Stitch the stress coefficient K in directionVk;
B25, it is based on following formula, calculates each microstructure region RiPerpendicular to the stress coefficient K ' of bead directionVi:
Step B described in the present embodiment determines each microstructure region R on welding positioniBe parallel to bead direction
Deviation Δ T ' when zero soundPiSpecific practice be:
B31, the base material zero stress state propagation time is determined
Unwelded base material test plate (panel) identical with welded specimen material thickness to be measured is taken, the survey of ultrasonic wave residual stress is carried out
It is fixed, ultrasonic wave is recorded in the propagation time of the base material test plate (panel), by ultrasonic wave in the propagation along the base material test plate (panel) rolling direction
Time is denoted as the base material zero stress state propagation time t along rolling directionP0;Ultrasonic wave is rolled perpendicular to the base material test plate (panel)

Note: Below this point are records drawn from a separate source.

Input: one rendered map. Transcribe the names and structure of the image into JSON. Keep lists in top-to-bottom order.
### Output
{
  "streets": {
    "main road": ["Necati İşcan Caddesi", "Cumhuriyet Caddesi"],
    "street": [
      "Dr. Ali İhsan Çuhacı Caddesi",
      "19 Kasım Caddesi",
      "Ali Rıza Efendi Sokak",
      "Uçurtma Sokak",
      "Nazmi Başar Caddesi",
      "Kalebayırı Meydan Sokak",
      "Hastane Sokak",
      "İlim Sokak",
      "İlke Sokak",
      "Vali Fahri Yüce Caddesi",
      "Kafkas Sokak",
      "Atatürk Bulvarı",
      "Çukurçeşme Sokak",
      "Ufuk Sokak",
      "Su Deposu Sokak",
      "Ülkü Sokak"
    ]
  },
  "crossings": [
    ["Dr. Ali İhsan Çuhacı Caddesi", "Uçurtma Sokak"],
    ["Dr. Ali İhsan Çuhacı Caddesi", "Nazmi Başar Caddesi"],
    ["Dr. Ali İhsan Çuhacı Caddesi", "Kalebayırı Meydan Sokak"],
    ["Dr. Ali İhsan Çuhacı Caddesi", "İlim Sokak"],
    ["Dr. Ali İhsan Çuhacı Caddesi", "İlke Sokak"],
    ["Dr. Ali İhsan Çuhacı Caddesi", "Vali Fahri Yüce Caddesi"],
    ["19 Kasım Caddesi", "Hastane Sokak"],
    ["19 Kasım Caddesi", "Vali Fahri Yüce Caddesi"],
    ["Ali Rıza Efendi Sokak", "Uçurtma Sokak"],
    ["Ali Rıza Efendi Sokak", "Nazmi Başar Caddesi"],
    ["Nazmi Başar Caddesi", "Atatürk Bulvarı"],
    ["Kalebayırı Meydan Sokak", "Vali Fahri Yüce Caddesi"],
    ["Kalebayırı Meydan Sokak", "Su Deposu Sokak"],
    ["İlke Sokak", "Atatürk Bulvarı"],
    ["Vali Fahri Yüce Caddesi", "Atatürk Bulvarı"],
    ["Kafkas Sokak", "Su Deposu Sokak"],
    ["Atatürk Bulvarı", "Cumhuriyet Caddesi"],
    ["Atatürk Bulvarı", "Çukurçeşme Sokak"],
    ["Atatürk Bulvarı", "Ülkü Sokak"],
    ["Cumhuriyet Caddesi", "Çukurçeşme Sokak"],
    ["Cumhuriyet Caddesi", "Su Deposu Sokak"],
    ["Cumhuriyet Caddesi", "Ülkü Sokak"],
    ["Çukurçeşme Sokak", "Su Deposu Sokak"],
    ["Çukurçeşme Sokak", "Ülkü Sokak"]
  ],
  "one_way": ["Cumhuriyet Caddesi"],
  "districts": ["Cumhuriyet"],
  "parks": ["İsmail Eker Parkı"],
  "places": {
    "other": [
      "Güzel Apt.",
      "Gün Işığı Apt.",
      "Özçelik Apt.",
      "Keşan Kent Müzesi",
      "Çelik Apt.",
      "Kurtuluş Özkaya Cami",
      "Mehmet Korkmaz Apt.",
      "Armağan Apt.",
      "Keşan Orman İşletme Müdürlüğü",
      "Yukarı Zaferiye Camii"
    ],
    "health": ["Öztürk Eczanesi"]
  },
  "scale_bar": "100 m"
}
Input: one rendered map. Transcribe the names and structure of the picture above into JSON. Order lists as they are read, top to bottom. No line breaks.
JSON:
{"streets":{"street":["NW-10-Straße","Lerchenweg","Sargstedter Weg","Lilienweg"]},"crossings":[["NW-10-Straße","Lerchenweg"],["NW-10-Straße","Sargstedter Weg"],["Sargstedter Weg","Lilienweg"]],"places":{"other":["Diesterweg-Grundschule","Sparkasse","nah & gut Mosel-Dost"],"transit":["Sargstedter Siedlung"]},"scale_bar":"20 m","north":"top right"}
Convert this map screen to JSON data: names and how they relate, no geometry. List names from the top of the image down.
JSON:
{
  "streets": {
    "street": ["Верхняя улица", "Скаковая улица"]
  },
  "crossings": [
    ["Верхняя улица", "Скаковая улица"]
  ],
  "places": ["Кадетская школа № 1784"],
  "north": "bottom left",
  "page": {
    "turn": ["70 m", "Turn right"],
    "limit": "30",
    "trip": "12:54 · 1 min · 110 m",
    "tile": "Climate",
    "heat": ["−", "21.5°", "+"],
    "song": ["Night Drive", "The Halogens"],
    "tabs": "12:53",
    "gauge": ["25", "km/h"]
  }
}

The propagation time in direction is denoted as the base material zero stress state propagation time t perpendicular to rolling directionV0;
B32, H length is continuously taken to be parallel to weld seam on the welded seam area of welding position and base material region, width is super
The parallel testing sample U of sonic probe widthh, wherein h is parallel testing sample UhSpecimen coding, h=1,2,3 ... H;It is described
Parallel testing sample UhLength be equal to ultrasonic wave receiving transducer length, ultrasonic wave transmitting probe length and ultrasonic wave propagate it is effective
Sum of the distance, and the parallel testing sample U takenhNumber H is greater than microstructure region RiQuantity I;
B33, in each parallel testing sample UhCenter on along the parallel testing sample UhLength direction is placed super
Sonic probe, and determined by microstructure detection in each parallel testing sample UhUltrasonic listening range in it is each microcosmic
Tissue regions RiShared ratio, is denoted as bih;To each parallel testing sample UhIt carries out along the parallel testing sample UhLength
The ultrasonic wave residual stress test in direction, and by ultrasonic wave in the parallel testing sample UhUltrasonic listening range propagation
Time is denoted as parallel testing sample UhZero stress state propagation time thOo;With parallel testing sample UhZero stress state propagate
Time thOSubtract the base material zero stress state propagation time t along rolling directionPOTo get each parallel testing sample UhZero sound when
Deviation Δ TPh, Δ TPh=th0-tP0;
B34, it is based on following formula, calculates each diverse microcosmic tissue regions RiZero sound for being parallel to bead direction when it is inclined
Difference DELTA T 'Pi:
Step B described in the present embodiment determines each microstructure region R on welding positioniPerpendicular to bead direction
Deviation Δ T ' when zero soundViSpecific practice be:
B41, the base material zero stress state propagation time is determined
Unwelded base material test plate (panel) identical with welded specimen material thickness to be measured is taken, the survey of ultrasonic wave residual stress is carried out
It is fixed, and ultrasonic wave is recorded in the propagation time of the base material test plate (panel), by ultrasonic wave in the biography along the base material test plate (panel) rolling direction
The base material zero stress state propagation time t along rolling direction is denoted as between sowing timeP0;By ultrasonic wave perpendicular to the base material test plate (panel)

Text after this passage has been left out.